• What you should do: Look through the listing below and report every line that contains "labels".

• Data for the task:
━━━━
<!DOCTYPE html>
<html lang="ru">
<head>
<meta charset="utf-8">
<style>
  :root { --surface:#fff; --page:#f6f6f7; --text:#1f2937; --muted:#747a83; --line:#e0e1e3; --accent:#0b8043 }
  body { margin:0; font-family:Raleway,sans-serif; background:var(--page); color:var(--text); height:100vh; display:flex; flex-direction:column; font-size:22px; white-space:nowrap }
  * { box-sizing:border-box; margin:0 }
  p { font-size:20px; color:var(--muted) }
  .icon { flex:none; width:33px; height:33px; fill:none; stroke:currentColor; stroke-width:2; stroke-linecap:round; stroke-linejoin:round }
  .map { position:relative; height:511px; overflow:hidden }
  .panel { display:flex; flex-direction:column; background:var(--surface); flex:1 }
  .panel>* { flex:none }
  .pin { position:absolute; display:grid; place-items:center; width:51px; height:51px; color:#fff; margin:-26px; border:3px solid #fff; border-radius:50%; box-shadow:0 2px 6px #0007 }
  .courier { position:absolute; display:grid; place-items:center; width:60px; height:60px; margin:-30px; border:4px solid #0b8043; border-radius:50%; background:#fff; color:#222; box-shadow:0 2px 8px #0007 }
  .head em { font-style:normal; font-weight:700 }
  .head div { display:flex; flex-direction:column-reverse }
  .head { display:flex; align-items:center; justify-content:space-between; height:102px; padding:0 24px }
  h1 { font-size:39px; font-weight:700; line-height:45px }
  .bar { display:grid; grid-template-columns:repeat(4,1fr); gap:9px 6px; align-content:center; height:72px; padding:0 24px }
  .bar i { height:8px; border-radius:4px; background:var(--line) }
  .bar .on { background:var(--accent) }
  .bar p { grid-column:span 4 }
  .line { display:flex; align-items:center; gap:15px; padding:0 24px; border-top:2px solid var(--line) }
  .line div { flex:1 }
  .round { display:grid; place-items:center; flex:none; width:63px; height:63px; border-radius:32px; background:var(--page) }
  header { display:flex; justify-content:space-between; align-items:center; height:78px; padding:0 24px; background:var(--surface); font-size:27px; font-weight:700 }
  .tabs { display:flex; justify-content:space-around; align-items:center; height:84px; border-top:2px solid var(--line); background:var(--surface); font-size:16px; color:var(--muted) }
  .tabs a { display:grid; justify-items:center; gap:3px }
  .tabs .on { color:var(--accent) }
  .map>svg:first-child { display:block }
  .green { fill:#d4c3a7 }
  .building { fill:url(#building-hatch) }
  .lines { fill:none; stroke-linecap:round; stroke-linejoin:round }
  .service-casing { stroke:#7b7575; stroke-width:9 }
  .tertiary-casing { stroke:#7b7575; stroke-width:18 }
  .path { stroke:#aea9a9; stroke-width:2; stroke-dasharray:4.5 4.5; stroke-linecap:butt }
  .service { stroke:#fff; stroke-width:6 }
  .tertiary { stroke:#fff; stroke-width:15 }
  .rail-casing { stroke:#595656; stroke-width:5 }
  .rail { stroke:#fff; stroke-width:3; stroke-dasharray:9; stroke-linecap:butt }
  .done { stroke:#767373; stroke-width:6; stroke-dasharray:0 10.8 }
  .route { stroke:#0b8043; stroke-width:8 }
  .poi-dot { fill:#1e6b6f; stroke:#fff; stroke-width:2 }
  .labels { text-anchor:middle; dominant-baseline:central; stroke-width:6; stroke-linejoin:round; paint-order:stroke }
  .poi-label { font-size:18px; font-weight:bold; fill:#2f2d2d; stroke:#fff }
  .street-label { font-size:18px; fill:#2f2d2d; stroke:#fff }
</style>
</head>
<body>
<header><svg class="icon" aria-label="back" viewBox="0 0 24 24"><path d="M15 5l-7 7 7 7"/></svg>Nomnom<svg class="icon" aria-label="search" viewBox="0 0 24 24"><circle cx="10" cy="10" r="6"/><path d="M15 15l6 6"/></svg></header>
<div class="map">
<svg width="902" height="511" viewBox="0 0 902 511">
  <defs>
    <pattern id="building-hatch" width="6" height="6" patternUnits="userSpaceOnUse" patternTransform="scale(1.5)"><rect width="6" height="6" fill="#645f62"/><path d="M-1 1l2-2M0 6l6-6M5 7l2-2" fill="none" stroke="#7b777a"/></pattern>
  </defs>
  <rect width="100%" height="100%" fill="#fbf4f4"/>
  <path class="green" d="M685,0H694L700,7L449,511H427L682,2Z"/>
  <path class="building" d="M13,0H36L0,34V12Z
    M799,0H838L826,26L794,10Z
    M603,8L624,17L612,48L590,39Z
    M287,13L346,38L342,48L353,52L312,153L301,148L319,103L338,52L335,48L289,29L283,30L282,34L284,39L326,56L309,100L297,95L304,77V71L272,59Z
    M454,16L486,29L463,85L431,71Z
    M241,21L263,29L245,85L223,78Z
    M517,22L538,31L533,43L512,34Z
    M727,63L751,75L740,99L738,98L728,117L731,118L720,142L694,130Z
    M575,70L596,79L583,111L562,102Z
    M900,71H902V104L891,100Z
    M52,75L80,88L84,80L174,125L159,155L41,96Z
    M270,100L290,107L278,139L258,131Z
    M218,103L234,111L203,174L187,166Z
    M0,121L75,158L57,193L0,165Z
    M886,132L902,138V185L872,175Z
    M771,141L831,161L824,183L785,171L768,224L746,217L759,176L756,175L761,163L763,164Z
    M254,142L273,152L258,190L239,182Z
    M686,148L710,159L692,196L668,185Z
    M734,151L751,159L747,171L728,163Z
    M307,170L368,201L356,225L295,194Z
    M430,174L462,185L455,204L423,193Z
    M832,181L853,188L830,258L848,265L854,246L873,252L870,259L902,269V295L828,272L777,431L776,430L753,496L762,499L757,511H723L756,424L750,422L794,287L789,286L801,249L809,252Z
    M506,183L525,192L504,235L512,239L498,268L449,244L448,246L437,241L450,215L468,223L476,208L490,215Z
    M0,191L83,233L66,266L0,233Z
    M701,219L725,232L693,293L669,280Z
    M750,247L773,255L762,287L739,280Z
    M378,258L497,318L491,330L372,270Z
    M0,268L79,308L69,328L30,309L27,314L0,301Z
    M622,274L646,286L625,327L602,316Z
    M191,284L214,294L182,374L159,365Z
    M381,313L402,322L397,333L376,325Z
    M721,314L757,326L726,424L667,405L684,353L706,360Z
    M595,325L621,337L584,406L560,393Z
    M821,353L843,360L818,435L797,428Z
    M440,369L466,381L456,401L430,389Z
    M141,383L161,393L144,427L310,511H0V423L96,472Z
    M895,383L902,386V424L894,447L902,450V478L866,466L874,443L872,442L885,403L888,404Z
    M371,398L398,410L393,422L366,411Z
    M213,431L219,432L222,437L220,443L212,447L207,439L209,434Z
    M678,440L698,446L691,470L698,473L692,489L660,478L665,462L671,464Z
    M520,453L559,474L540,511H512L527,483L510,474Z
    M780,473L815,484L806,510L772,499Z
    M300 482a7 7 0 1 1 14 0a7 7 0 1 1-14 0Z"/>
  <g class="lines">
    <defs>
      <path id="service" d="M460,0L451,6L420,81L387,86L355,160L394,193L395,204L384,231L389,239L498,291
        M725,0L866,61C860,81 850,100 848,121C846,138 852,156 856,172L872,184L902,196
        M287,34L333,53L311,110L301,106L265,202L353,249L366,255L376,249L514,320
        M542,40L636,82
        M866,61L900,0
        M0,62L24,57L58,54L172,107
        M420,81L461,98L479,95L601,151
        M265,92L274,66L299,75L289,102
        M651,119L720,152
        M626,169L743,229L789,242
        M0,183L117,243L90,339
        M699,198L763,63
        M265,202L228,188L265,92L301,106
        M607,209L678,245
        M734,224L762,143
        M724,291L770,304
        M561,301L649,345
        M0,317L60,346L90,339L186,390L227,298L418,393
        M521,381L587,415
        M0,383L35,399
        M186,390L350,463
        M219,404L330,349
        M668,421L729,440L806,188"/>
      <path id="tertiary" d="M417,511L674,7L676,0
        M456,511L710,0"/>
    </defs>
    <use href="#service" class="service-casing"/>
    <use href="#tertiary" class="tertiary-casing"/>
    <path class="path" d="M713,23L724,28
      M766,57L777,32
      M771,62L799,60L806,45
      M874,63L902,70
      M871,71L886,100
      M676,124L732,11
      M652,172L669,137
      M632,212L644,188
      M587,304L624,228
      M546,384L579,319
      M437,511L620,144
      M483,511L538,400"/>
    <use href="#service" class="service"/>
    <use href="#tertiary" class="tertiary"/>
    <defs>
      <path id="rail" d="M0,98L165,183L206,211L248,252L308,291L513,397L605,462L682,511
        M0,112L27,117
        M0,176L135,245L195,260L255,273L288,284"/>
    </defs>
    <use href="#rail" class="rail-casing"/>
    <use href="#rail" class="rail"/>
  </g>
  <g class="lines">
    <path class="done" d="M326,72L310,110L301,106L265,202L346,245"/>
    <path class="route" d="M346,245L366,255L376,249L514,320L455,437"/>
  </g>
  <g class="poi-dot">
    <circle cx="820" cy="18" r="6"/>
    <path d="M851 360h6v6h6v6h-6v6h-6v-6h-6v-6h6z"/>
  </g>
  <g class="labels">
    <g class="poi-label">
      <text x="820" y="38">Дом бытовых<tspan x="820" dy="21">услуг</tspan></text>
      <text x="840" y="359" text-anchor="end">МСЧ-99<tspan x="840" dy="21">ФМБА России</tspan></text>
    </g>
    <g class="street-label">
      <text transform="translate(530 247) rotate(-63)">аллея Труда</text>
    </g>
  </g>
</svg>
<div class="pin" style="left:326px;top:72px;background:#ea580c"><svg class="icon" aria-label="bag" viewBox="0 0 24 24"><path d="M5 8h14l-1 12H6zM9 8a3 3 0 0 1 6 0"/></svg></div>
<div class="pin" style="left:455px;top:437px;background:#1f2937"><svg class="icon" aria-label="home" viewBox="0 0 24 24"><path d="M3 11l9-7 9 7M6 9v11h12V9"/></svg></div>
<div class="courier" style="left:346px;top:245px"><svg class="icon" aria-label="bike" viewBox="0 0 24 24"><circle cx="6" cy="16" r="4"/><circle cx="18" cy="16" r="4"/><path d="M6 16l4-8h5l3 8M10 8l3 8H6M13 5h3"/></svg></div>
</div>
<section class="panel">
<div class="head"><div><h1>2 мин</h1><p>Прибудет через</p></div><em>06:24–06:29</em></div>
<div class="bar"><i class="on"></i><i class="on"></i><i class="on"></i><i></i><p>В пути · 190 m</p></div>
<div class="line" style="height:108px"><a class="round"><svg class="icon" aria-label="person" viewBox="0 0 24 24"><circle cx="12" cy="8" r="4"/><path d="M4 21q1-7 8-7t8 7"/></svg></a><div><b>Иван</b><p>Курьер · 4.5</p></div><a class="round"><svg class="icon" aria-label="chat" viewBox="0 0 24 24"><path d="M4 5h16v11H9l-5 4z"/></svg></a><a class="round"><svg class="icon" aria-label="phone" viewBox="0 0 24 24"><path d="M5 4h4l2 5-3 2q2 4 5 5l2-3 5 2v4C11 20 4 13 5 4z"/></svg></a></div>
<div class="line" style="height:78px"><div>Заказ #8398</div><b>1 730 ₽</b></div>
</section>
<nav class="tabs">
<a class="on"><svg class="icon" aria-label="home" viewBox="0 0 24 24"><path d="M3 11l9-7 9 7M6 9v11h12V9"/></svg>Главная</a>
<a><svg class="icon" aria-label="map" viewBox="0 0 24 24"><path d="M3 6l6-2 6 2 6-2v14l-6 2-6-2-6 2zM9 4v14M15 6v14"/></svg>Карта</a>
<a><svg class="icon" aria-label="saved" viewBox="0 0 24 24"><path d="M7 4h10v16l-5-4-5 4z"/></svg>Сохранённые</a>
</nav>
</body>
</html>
━━━━
• Output:
  .labels { text-anchor:middle; dominant-baseline:central; stroke-width:6; stroke-linejoin:round; paint-order:stroke }
  <g class="labels">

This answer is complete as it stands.